Holender became a member of the ensemble of Gärtnerplatztheater in Munich in 2017, where he appeared as Vicomte Cascada in Lehár's Die lustige Witwe and Liviu in the children's opera Ritter Odilo und der strenge Herr Winter. He also performed there as Count Eberbach in Lortzing's Der Wildschütz, Guglielmo (in Mozart's Così fan tutte, Schaunard in Puccini's La bohème and Hans Scholl in Udo Zimmermann's Weiße Rose. In 2018 he portrayed Papageno in a Salzburg Festival production of Mozart's Die Zauberflöte for children.

Holender moved to the ensemble of the Oper Frankfurt in 2019. When the company staged Mozart's Le nozze di Figaro in 2020 during the COVID-19 pandemic in a version adhering to social distancing, Holender appeared as the Count alongside Adriana González as the Countess. A reviewer of this production described the complete ensemble as young, agile, and with flexible voices; he noted that Count and Countess, as an offstage couple, were the only ones holding hands. When Carl Nielsen's Maskarade was played the following year in a new rhymed translation into German staged by Tobias Kratzer, Holender portrayed the servant Henrik, and a reviewer noted that he "wielded a beautifully sonorous baritone in a role that requires both a bel canto-style cantilena line and devilishly fast patter", in "extremely charismatic stage presence".

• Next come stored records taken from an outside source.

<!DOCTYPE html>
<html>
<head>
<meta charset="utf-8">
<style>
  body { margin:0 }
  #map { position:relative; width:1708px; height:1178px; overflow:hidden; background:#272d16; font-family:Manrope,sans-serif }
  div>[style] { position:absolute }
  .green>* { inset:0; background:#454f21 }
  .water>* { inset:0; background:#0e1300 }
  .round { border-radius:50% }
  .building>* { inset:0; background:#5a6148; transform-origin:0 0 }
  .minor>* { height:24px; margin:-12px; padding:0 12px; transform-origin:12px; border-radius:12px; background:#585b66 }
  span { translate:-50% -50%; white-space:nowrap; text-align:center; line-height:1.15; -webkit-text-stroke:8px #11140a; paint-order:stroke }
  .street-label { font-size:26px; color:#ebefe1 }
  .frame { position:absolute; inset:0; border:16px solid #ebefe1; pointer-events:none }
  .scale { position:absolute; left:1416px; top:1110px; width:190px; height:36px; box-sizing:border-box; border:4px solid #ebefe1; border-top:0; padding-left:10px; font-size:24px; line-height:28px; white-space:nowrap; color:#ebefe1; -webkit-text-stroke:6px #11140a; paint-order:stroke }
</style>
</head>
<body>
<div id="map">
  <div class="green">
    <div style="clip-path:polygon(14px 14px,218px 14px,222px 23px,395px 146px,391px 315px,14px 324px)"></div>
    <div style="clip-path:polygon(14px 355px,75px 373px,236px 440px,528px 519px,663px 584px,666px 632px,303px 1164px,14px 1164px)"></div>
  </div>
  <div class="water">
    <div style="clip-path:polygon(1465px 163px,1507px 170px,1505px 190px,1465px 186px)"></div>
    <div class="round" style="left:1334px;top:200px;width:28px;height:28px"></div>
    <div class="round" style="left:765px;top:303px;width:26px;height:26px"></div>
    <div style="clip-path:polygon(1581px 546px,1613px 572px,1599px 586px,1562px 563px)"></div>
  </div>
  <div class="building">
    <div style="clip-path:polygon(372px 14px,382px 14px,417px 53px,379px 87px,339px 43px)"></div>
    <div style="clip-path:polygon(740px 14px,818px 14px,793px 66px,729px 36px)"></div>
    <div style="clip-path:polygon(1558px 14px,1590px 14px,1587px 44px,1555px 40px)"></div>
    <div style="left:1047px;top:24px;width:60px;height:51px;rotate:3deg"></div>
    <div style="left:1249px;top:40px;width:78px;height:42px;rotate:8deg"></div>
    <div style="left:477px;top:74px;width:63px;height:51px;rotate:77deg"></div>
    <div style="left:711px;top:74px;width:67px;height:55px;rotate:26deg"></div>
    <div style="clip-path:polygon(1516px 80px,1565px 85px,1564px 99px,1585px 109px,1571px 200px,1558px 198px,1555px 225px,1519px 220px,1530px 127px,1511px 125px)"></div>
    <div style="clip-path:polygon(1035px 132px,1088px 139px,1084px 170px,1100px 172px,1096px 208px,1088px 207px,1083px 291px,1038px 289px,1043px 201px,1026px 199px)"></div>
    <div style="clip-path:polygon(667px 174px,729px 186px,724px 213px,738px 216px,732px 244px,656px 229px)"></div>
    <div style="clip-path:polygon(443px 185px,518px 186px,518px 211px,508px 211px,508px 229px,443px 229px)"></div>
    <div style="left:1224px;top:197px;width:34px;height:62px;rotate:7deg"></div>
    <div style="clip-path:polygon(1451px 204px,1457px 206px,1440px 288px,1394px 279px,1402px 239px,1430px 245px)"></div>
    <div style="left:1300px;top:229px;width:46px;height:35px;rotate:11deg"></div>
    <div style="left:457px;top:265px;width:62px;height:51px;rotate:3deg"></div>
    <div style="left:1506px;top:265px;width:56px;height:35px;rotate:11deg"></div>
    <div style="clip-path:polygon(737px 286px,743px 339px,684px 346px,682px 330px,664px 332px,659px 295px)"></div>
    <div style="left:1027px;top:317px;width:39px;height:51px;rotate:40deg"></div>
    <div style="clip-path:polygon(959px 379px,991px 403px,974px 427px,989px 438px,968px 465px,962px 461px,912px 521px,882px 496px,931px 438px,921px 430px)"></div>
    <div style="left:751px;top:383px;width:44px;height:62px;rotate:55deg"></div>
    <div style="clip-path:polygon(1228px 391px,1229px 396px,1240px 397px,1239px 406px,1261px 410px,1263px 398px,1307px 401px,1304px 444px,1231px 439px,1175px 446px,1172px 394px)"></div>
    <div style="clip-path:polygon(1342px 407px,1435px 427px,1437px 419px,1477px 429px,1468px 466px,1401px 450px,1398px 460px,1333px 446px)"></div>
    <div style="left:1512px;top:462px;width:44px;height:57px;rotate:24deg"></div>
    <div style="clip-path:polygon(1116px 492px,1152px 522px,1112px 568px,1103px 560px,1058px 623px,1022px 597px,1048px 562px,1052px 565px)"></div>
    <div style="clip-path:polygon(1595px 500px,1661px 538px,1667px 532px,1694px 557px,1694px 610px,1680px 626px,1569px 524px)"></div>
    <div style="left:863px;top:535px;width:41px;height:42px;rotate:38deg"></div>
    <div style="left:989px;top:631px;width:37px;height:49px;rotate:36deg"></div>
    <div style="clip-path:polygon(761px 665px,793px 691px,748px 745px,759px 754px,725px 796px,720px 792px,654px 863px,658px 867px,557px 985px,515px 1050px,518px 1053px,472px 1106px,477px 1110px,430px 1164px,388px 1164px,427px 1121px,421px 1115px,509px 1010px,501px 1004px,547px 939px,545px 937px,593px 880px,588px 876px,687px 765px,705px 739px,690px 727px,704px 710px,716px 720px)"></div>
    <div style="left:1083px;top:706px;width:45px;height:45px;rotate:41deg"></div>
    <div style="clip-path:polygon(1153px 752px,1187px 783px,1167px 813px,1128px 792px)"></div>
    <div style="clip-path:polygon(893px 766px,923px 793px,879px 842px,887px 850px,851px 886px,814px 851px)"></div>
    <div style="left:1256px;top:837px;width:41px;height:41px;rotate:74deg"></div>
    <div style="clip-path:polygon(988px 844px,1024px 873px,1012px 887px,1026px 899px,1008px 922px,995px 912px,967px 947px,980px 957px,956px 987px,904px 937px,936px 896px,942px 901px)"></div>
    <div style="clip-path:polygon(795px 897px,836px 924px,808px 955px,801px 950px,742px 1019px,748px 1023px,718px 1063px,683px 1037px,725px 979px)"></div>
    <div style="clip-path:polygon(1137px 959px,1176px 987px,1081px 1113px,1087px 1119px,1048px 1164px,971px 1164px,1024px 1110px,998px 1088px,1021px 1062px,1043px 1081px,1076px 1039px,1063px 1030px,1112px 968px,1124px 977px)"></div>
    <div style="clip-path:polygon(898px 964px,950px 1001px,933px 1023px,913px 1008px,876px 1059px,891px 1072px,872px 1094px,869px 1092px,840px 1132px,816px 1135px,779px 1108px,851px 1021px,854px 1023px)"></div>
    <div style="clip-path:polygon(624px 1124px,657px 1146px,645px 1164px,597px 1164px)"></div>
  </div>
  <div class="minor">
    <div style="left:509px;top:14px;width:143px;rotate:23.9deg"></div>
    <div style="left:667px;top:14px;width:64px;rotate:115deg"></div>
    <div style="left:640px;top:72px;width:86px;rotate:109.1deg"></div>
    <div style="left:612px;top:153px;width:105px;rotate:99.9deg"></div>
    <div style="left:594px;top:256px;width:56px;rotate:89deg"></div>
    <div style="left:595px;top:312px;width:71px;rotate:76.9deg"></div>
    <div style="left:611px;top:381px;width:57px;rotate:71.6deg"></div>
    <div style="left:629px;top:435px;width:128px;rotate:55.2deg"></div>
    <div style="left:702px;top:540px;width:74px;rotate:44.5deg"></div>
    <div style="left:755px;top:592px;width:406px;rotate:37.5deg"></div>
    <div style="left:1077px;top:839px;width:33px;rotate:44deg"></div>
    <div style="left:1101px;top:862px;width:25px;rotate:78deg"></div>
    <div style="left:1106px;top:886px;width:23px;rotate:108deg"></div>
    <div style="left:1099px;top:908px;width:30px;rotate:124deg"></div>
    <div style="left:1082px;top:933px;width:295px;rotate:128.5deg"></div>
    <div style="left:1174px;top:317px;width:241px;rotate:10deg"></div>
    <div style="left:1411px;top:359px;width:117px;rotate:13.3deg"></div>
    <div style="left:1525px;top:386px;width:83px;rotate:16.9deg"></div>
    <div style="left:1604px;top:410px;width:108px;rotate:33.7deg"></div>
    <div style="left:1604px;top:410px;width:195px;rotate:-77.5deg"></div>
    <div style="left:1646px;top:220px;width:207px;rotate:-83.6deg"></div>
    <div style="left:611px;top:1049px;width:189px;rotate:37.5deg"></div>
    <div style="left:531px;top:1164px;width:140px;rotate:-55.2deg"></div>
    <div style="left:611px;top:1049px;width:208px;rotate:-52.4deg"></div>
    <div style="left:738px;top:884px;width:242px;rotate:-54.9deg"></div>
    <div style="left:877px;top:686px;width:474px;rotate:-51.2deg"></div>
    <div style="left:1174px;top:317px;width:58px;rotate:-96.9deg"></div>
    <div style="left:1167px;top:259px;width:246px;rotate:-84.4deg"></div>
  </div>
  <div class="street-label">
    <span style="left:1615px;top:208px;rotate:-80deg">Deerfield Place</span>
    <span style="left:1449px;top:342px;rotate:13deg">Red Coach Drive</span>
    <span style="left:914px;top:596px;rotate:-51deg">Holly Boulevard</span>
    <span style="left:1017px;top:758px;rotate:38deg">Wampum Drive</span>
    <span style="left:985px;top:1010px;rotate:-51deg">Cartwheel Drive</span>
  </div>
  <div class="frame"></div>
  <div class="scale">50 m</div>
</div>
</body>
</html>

Holender appeared as Hans in Zemlinsky's Der Traumgörge (Görge the Dreamer) in 2024, directed by Tilmann Köhler and conducted by Markus Poschner. Zemlinsky's work was not performed when it was composed in 1907 at the Vienna State Opera as planned by Gustav Mahler, then the music director, and was revived only in 1980. While the title character Görge is an outsider as a bookworm, dreamer and intellectual, Grete whom he is supposed to marry, and Hans, his rival, are village people who do not comprehend him. They were portrayed by Magdalena Hinterdobler and Holender with "resolute voices and acting".

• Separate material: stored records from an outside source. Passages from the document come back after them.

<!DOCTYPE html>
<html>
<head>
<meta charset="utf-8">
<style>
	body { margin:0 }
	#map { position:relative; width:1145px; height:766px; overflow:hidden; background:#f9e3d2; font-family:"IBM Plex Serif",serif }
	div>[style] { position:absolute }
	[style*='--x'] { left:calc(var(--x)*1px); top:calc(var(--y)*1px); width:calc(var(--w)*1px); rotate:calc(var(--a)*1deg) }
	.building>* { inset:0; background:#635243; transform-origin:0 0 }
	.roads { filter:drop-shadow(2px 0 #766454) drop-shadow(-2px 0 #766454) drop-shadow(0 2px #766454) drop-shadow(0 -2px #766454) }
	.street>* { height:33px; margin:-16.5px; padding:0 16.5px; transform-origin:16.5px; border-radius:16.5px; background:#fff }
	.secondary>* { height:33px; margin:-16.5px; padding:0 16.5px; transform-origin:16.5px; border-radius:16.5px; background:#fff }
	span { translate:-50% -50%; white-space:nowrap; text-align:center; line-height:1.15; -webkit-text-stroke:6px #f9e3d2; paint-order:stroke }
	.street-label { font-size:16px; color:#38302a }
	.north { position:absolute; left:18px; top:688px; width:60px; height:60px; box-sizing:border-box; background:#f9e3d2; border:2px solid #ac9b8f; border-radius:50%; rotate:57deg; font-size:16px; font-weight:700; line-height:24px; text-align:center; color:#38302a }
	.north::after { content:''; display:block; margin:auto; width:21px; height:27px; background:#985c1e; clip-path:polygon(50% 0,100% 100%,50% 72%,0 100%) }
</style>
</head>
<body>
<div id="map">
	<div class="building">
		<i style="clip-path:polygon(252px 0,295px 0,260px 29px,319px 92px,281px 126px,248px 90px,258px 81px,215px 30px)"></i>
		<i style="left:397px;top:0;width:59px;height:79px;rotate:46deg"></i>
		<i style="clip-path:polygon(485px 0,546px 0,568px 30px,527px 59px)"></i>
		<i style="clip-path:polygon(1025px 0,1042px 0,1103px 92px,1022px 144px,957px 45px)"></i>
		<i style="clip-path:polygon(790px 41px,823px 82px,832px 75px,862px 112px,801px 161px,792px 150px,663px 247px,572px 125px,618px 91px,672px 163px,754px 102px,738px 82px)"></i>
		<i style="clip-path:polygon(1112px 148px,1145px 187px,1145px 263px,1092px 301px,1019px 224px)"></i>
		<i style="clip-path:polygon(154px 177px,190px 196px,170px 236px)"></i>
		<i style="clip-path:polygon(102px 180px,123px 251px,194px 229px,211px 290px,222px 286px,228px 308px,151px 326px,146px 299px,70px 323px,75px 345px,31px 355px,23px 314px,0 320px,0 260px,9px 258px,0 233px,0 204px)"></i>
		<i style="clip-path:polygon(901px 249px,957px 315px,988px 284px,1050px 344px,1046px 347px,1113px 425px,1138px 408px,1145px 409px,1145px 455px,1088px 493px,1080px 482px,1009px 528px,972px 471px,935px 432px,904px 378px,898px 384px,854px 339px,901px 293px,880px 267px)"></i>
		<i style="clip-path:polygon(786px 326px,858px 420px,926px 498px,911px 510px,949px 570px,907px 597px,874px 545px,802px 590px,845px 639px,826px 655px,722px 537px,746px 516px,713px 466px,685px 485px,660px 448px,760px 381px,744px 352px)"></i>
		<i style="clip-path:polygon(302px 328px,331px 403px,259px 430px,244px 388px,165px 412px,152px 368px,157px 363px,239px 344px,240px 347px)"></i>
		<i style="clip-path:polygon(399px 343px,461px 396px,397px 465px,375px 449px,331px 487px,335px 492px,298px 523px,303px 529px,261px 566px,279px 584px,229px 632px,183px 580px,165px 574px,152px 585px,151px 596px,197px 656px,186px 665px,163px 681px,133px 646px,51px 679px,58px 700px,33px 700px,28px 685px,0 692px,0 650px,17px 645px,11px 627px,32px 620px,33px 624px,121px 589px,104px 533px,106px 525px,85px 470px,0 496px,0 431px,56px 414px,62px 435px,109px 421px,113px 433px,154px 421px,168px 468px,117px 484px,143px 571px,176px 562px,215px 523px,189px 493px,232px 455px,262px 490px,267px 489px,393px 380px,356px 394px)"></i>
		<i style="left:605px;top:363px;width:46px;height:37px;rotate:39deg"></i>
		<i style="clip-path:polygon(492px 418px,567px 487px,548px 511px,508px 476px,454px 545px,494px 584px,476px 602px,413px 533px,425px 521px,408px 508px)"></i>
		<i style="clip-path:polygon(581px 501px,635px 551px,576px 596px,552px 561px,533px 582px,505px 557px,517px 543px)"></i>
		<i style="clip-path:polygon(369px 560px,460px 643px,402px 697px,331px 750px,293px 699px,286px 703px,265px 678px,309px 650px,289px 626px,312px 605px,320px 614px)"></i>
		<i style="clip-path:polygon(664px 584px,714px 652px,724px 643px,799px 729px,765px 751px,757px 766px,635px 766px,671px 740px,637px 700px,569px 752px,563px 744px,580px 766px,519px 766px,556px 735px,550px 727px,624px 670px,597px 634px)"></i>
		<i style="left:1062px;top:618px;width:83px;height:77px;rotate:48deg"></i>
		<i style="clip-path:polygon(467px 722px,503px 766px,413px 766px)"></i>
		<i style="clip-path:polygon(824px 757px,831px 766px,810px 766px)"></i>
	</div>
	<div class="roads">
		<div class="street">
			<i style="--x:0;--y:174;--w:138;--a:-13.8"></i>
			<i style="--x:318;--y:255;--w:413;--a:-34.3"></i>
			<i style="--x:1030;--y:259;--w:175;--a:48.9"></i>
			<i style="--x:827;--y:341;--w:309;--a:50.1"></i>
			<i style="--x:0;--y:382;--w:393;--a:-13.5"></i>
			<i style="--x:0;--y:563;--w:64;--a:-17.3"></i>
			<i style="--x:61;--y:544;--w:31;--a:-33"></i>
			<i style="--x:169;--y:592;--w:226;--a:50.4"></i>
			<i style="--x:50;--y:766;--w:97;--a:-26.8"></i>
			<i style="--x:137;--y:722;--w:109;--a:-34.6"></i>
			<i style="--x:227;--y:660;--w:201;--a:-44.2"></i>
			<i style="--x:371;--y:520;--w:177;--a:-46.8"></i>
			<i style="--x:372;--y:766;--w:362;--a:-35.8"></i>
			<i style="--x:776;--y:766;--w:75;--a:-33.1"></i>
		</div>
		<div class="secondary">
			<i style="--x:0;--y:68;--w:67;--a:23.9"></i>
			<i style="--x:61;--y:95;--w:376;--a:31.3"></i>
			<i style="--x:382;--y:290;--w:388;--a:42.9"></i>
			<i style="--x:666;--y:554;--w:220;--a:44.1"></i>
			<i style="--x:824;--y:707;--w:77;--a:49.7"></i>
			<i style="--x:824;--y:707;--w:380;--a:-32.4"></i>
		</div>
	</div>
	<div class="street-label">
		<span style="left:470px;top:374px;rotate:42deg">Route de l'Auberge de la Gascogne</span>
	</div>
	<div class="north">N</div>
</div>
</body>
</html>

Internationally, Holender portrayed Mozart's Almaviva at the Latvian National Opera, and performed as Marullo in Verdi's Rigoletto at the 2019 Bregenz Festival 2019, and as Silvio in Leoncavallo's Pagliacci and Almaviva at the Romanian National Opera, Bucharest. He appeared at La Scala in Milan as Silvano in a new production of Verdi's Un ballo in maschera in 2022, conducted by Giampaolo Bisanti.

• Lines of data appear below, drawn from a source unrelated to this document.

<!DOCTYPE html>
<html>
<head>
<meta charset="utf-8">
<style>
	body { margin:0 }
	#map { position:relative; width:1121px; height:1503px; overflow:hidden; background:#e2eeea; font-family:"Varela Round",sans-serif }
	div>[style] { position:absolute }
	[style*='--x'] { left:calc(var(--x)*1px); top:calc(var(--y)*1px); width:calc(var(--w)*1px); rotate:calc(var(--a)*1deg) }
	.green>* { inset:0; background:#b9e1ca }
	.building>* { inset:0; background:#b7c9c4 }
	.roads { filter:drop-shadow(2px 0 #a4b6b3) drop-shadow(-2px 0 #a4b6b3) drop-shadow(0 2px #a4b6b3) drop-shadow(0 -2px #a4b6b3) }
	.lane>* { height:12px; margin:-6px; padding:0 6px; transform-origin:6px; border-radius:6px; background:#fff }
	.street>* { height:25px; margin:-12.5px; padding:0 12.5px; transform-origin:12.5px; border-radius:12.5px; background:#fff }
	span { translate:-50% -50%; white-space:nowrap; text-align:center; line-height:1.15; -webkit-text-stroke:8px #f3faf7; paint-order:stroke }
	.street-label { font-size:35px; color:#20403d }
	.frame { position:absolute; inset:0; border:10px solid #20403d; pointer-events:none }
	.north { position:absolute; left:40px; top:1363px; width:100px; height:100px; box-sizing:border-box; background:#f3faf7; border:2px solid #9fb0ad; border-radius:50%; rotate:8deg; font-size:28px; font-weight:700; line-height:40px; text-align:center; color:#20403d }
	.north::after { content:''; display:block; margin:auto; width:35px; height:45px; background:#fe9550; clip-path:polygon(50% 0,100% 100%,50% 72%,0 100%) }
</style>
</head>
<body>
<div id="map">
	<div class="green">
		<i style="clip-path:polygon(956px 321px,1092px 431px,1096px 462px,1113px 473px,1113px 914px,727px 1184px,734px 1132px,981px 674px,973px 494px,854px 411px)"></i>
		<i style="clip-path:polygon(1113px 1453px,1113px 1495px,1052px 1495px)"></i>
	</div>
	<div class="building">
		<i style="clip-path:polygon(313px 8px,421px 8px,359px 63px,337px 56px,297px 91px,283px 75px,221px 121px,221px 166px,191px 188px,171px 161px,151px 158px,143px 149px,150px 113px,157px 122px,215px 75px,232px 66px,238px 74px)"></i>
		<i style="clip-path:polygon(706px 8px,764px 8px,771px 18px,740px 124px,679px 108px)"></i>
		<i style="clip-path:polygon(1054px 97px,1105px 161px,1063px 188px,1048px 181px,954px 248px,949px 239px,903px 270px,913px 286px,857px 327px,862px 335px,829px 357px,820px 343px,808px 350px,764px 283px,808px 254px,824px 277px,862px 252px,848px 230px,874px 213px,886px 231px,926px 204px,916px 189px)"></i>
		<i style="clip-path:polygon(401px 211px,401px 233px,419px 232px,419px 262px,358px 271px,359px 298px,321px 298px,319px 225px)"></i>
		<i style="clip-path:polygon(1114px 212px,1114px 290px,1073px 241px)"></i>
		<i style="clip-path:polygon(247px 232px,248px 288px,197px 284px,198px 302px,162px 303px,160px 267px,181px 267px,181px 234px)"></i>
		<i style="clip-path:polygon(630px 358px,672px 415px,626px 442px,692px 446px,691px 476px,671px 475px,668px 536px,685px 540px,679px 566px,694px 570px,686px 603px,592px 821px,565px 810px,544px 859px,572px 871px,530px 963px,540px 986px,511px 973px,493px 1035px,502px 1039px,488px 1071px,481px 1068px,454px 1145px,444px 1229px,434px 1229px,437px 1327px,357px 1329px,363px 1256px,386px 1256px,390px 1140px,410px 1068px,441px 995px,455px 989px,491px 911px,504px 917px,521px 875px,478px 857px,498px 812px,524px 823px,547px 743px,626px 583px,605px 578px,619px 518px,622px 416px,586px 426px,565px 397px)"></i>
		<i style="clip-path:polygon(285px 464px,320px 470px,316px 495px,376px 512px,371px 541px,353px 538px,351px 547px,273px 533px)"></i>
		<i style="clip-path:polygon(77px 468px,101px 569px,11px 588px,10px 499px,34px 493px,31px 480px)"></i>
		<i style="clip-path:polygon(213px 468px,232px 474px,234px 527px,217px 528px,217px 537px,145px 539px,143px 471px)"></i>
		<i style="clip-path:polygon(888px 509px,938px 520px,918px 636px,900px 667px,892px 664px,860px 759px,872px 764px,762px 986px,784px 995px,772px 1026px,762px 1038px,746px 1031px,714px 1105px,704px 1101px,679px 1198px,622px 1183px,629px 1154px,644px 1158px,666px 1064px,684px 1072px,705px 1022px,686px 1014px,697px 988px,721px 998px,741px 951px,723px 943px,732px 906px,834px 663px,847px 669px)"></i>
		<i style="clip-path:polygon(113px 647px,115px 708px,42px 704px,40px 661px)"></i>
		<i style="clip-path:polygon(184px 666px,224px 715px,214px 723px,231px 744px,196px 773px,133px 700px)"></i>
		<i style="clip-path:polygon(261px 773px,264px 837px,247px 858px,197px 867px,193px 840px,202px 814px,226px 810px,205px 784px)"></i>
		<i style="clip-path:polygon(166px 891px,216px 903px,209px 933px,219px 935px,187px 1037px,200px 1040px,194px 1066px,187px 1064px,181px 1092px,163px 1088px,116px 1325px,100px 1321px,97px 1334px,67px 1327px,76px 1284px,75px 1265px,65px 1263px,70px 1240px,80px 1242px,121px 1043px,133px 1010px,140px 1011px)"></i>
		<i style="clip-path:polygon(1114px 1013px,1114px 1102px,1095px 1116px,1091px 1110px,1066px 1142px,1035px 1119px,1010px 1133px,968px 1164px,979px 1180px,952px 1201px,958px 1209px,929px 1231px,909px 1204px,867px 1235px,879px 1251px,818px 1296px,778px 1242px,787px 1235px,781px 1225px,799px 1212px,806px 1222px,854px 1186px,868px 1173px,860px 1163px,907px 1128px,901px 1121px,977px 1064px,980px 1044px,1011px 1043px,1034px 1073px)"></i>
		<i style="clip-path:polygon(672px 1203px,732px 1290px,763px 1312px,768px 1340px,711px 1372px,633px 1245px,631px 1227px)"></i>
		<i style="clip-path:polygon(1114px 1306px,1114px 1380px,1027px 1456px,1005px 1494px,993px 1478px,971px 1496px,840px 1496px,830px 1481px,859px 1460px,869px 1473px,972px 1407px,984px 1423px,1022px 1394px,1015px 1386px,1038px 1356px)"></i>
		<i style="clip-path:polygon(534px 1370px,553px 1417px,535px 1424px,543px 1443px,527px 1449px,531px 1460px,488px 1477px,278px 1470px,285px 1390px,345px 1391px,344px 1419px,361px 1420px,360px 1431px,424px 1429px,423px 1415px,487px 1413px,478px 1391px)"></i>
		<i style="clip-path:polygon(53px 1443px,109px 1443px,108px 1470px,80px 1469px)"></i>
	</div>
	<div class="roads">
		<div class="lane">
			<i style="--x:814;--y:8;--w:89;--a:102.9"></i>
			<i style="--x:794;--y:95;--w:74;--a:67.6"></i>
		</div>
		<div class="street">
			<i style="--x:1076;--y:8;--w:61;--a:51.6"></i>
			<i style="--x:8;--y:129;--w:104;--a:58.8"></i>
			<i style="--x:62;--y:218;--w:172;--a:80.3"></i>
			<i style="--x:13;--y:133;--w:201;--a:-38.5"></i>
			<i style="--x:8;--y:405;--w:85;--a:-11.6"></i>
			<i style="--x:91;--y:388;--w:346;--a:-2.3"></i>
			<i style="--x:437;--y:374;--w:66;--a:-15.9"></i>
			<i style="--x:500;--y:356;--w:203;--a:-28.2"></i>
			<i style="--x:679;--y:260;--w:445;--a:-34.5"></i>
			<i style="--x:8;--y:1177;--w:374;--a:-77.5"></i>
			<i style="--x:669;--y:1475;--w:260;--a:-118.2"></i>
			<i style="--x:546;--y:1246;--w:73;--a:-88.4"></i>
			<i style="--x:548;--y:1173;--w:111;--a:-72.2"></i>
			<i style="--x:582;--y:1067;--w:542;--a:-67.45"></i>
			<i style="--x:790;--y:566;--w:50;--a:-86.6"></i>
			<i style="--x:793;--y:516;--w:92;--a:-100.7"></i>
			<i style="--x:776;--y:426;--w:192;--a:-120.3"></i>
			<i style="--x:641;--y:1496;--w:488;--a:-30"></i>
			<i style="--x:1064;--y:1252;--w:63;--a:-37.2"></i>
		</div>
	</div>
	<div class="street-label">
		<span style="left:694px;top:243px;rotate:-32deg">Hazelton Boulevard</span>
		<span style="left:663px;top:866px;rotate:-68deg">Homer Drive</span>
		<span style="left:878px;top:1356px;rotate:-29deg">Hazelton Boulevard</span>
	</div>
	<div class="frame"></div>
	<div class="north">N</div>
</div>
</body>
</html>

In concert, Holender was in 2023 the voice of Jesus in Bach's St Matthew Passion at the Konzerthaus in Vienna, with Julian Prégardien as the Evangelist, the Arnold Schoenberg Chor, the children's choir of the Vienna State Opera and the Vienna Philharmonic conducted by Franz Welser-Möst. Holender recorded excerpts from Mahler's Des Knaben Wunderhorn with pianist Juliette Journaux; they gave concerts with the program at the Musée d'Orsay, among others. He chose some of them for a recital at the Ehrbar Hall in Vienna in March 2023 in a selection of works to German texts by Schubert, Brahms, Strauss and Mahler, aware that Mahler's Das klagende Lied had been premiered at the hall. A reviewer wrote that his strong voice of an interesting timbre had a wide range between a sonorous depth and a "golden" brilliant high register, and that he combined secure technique and breath control with a "dramatic" temperament. Holender was the soloist in Mahler's Lieder eines fahrenden Gesellen with the National Radio Orchestra of Romania conducted by Sascha Goetzel, between Don Juan by Strauss and Tchaikovsky's Fifth Symphony in October 2023, aired within Europe. He combined some of the Mahler Wunderhorn songs in a recital at Oper Frankfurt in April 2024 with lieder by other composers whose music was banned by the Nazis, Franz Schreker, Zemlinsky, Erich Korngold, concluding with Schönberg's Zwei Gesänge, Op. 1. A reviewer noted that he achieved to give the songs individual character, using varied tonal colours of his warmly grounded baritone voice.